• [Problem statement]
Set down exactly the entries below, beginning at their first line and ending at the line with "position:absolute; left:1925px; top:902px;".

(Collected data entries)
····················
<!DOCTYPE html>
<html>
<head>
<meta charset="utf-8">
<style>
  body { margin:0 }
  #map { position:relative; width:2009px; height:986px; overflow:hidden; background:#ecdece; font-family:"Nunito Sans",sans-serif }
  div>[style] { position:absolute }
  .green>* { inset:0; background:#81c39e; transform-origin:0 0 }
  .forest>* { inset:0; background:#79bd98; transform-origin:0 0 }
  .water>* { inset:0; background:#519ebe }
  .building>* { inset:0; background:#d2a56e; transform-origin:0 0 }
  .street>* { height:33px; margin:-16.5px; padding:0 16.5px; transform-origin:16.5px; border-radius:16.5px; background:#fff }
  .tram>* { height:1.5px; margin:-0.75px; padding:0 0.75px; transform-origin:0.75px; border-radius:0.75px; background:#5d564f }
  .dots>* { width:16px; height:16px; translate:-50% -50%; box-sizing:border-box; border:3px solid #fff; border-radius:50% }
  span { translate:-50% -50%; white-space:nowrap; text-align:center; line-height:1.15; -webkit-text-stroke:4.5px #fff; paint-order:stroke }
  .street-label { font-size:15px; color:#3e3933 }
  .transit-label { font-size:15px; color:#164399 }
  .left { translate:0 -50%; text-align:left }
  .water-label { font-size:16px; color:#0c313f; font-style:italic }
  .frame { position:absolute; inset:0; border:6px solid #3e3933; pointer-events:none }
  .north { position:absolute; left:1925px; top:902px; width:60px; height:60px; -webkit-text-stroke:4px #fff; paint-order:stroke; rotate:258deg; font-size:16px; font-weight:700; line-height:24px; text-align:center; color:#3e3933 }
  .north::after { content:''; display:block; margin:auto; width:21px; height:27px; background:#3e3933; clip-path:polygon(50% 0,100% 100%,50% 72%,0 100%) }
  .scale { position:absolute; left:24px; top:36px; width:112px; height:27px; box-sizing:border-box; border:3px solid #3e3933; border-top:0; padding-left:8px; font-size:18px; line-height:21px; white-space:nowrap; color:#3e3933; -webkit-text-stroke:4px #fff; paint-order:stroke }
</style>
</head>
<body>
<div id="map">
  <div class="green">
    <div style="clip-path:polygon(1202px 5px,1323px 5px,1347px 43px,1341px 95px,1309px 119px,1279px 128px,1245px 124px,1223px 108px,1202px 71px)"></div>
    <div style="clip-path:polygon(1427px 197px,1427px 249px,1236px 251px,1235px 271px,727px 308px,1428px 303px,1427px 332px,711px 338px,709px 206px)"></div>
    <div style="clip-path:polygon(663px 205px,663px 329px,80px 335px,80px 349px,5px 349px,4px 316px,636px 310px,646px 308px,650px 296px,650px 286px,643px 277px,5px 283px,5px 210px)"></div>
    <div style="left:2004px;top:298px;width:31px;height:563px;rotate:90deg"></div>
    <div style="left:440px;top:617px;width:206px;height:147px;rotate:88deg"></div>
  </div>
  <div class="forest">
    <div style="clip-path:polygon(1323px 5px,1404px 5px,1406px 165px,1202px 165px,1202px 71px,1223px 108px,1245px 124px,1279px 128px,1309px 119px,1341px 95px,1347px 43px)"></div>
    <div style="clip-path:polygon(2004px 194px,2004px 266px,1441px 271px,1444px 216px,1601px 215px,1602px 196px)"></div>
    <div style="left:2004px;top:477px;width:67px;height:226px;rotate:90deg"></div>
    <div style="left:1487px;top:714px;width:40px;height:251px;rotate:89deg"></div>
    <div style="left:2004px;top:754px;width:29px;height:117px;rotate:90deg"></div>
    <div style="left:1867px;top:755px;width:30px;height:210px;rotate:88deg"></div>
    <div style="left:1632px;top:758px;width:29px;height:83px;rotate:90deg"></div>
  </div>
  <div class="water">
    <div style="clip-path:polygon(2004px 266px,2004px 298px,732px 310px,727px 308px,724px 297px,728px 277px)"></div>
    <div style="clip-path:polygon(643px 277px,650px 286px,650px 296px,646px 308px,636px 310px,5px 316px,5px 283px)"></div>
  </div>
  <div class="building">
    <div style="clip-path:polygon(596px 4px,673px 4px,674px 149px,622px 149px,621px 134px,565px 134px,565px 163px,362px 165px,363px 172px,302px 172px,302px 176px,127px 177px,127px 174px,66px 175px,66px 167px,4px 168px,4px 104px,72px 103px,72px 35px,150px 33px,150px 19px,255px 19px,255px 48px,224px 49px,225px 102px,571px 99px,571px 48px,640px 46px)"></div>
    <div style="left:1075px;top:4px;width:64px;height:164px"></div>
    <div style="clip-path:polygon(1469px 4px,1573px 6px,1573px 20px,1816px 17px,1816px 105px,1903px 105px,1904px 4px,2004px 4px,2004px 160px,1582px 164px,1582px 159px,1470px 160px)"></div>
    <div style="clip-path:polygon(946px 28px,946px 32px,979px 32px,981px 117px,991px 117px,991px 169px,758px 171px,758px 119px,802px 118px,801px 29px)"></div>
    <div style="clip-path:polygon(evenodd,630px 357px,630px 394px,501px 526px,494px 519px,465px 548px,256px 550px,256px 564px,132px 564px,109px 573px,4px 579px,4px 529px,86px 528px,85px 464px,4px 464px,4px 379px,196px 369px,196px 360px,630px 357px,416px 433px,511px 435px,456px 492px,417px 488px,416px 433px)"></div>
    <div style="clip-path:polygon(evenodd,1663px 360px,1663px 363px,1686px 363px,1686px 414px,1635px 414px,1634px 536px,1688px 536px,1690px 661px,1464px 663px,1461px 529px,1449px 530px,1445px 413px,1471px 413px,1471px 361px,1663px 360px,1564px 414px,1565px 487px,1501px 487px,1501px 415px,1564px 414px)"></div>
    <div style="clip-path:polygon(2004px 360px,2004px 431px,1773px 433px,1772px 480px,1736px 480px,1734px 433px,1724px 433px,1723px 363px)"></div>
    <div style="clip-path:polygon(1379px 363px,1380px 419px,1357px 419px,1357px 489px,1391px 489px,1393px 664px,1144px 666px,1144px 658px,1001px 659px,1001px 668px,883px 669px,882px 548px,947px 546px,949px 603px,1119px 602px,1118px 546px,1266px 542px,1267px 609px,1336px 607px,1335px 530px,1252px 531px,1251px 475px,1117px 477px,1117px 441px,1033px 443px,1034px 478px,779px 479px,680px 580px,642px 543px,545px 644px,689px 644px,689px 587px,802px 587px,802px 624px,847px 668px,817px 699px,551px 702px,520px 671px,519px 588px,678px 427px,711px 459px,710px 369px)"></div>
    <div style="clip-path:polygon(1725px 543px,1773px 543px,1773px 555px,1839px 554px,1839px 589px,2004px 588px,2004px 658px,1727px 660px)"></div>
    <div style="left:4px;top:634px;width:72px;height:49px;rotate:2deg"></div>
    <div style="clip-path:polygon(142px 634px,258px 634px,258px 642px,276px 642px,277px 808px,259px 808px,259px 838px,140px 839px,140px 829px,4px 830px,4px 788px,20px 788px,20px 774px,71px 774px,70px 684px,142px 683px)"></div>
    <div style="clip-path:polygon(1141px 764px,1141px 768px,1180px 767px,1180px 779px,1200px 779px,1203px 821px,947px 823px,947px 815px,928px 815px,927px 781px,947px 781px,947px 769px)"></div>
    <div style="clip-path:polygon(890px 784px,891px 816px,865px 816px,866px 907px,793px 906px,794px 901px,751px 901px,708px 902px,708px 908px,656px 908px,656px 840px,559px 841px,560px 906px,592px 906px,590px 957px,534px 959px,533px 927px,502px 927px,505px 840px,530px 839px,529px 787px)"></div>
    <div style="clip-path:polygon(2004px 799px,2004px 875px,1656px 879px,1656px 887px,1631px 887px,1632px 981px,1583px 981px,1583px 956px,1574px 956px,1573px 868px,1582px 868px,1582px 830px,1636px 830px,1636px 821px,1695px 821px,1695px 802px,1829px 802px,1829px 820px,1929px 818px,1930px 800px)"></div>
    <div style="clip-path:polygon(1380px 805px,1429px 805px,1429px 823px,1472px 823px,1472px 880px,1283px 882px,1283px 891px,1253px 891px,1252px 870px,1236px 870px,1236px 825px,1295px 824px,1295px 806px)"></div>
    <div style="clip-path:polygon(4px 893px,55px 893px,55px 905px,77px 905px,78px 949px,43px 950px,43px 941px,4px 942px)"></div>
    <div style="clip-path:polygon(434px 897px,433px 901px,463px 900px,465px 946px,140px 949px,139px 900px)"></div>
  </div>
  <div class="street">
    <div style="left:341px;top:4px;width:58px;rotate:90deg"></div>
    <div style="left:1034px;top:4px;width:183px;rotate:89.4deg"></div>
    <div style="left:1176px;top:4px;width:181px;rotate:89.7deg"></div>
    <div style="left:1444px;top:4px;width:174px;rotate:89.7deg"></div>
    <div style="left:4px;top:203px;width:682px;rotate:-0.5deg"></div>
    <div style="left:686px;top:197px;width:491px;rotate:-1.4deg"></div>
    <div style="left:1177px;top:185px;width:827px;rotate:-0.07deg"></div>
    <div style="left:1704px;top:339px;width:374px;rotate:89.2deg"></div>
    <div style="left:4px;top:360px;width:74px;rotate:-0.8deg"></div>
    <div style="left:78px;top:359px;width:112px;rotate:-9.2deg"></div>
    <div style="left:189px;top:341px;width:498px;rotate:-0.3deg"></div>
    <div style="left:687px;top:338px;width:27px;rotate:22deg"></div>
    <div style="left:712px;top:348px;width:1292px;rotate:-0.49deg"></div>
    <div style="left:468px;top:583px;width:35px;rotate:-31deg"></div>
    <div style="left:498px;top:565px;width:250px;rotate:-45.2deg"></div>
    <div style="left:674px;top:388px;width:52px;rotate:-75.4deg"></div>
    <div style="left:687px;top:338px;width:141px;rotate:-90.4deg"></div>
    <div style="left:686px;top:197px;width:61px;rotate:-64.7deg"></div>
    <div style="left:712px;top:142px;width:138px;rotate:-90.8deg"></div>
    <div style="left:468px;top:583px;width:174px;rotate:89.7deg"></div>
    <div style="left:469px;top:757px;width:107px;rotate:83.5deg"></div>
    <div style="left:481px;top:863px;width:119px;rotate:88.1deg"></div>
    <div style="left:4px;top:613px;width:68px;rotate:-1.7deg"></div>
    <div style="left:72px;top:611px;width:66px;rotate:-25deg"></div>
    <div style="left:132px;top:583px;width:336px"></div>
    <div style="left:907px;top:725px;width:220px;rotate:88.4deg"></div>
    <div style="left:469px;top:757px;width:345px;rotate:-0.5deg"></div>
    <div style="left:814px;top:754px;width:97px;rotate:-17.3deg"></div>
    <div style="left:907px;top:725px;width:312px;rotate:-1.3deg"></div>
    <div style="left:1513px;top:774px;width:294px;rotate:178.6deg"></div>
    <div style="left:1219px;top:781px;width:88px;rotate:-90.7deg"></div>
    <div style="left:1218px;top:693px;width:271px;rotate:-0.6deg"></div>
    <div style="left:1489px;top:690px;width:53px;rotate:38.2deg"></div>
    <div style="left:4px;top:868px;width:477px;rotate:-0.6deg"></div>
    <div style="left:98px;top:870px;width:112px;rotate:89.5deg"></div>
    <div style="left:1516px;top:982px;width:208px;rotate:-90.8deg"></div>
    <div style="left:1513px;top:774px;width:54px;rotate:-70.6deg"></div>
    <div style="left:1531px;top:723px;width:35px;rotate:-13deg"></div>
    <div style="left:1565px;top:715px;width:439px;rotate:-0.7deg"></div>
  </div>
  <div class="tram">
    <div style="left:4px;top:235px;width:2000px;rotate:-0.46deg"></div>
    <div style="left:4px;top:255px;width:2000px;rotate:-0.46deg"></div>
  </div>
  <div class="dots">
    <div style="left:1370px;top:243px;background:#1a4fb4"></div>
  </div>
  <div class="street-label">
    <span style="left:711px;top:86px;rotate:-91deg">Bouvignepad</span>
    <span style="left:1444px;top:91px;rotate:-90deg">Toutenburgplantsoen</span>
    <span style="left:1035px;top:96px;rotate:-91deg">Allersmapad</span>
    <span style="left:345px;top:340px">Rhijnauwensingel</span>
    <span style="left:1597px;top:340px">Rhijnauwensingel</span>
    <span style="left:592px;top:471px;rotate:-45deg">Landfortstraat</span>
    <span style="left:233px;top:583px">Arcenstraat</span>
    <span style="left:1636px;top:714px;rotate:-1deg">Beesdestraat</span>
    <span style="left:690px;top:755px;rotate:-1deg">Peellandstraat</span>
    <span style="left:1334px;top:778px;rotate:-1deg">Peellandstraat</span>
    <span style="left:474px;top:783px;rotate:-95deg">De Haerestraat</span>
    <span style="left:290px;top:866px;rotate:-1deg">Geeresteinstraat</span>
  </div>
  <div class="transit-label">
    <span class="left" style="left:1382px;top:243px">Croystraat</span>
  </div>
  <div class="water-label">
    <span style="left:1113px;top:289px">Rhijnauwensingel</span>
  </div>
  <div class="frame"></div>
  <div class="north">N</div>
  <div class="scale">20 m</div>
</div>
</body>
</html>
····················
• [The answer]
<!DOCTYPE html>
<html>
<head>
<meta charset="utf-8">
<style>
  body { margin:0 }
  #map { position:relative; width:2009px; height:986px; overflow:hidden; background:#ecdece; font-family:"Nunito Sans",sans-serif }
  div>[style] { position:absolute }
  .green>* { inset:0; background:#81c39e; transform-origin:0 0 }
  .forest>* { inset:0; background:#79bd98; transform-origin:0 0 }
  .water>* { inset:0; background:#519ebe }
  .building>* { inset:0; background:#d2a56e; transform-origin:0 0 }
  .street>* { height:33px; margin:-16.5px; padding:0 16.5px; transform-origin:16.5px; border-radius:16.5px; background:#fff }
  .tram>* { height:1.5px; margin:-0.75px; padding:0 0.75px; transform-origin:0.75px; border-radius:0.75px; background:#5d564f }
  .dots>* { width:16px; height:16px; translate:-50% -50%; box-sizing:border-box; border:3px solid #fff; border-radius:50% }
  span { translate:-50% -50%; white-space:nowrap; text-align:center; line-height:1.15; -webkit-text-stroke:4.5px #fff; paint-order:stroke }
  .street-label { font-size:15px; color:#3e3933 }
  .transit-label { font-size:15px; color:#164399 }
  .left { translate:0 -50%; text-align:left }
  .water-label { font-size:16px; color:#0c313f; font-style:italic }
  .frame { position:absolute; inset:0; border:6px solid #3e3933; pointer-events:none }
  .north { position:absolute; left:1925px; top:902px; width:60px; height:60px; -webkit-text-stroke:4px #fff; paint-order:stroke; rotate:258deg; font-size:16px; font-weight:700; line-height:24px; text-align:center; color:#3e3933 }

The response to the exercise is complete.